Financial assets and liabilities are only offset if the Company has the legal right to offset and intends to settle on a net basis or settle the asset and liability simultaneously. The following table summarizes the gross asset and liability positions of the Company’s risk management contracts that are offset on the statement of financial position:

December 31, 2013 December 31, 2012
Gross liability (447 ) (1,592 )
Gross asset 79
Net liability (368 ) (1,592 )

Subsequent to December 31, 2013, the Company entered into the following commodity price contracts:

Commodity Period Type of Contract Quantity Contracted Contract Price
Oil April 1, 2014 – June 30, 2014 Financial – Swap 500 bbls/d WTI CDN $108.00/bbl
Oil July 1, 2014 – September 30, 2014 Financial – Swap 500 bbls/d WTI CDN $110.00/bbl
Natural Gas April 1, 2014 – October 31, 2014 Financial – Swap 10,000 GJ/d AECO CDN $3.745/GJ

Credit risk

Credit risk represents the financial loss that the Company would suffer if the Company’s counterparties to a financial asset fail to meet or discharge their obligation to the Company. A substantial portion of the Company’s accounts receivable and deposits are with customers and joint venture partners in the oil and natural gas industry and are subject to normal industry credit risks. The Company generally grants unsecured credit but routinely assesses the financial strength of its customers and joint venture partners.

The Company sells the majority of its production to three petroleum and natural gas marketers and therefore is subject to concentration risk. Historically, the Company has not experienced any collection issues with its oil and natural gas marketers. Joint venture receivables are typically collected within one to three months of the joint venture invoice being issued to the partner. The Company attempts to mitigate the risk from joint venture receivables by obtaining partner approval for significant capital expenditures prior to the expenditure being incurred. The Company does not typically obtain collateral from petroleum and natural gas marketers or joint venture partners; however, in certain circumstances, the Company may cash call a partner in advance of expenditures being incurred.

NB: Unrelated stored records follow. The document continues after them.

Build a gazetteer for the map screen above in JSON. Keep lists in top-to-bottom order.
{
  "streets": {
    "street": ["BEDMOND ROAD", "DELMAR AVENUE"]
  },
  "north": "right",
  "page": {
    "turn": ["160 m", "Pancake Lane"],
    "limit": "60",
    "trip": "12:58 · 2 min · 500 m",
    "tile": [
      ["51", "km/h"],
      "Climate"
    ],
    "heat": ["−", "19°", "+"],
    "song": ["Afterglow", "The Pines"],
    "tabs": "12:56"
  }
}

The maximum exposure to credit risk is represented by the carrying amount of accounts receivable on the statement of financial position. At December 31, 2013, $15.4 million or 95.2% of the Company’s outstanding accounts receivable were current while $0.8 million or 4.8% were outstanding over 90 days but not impaired. During the year ended December 31, 2013, the Company did not deem any outstanding accounts receivable to be uncollectable.

Liquidity risk

Liquidity risk is the risk that the Company will not be able to meet its financial obligations as they become due. The Company’s processes for managing liquidity risk include ensuring, to the extent possible, that it will have sufficient liquidity to meet its liabilities when they become due. The Company prepares annual, quarterly, and monthly capital expenditure budgets, which are monitored and updated as required, and requires authorizations for expenditures on projects to assist with the management of capital. In managing liquidity risk, the Company ensures that it has access to additional financing, including potential equity issuances and additional debt financing. The Company also mitigates liquidity risk by maintaining an insurance program to minimize exposure to insurable losses.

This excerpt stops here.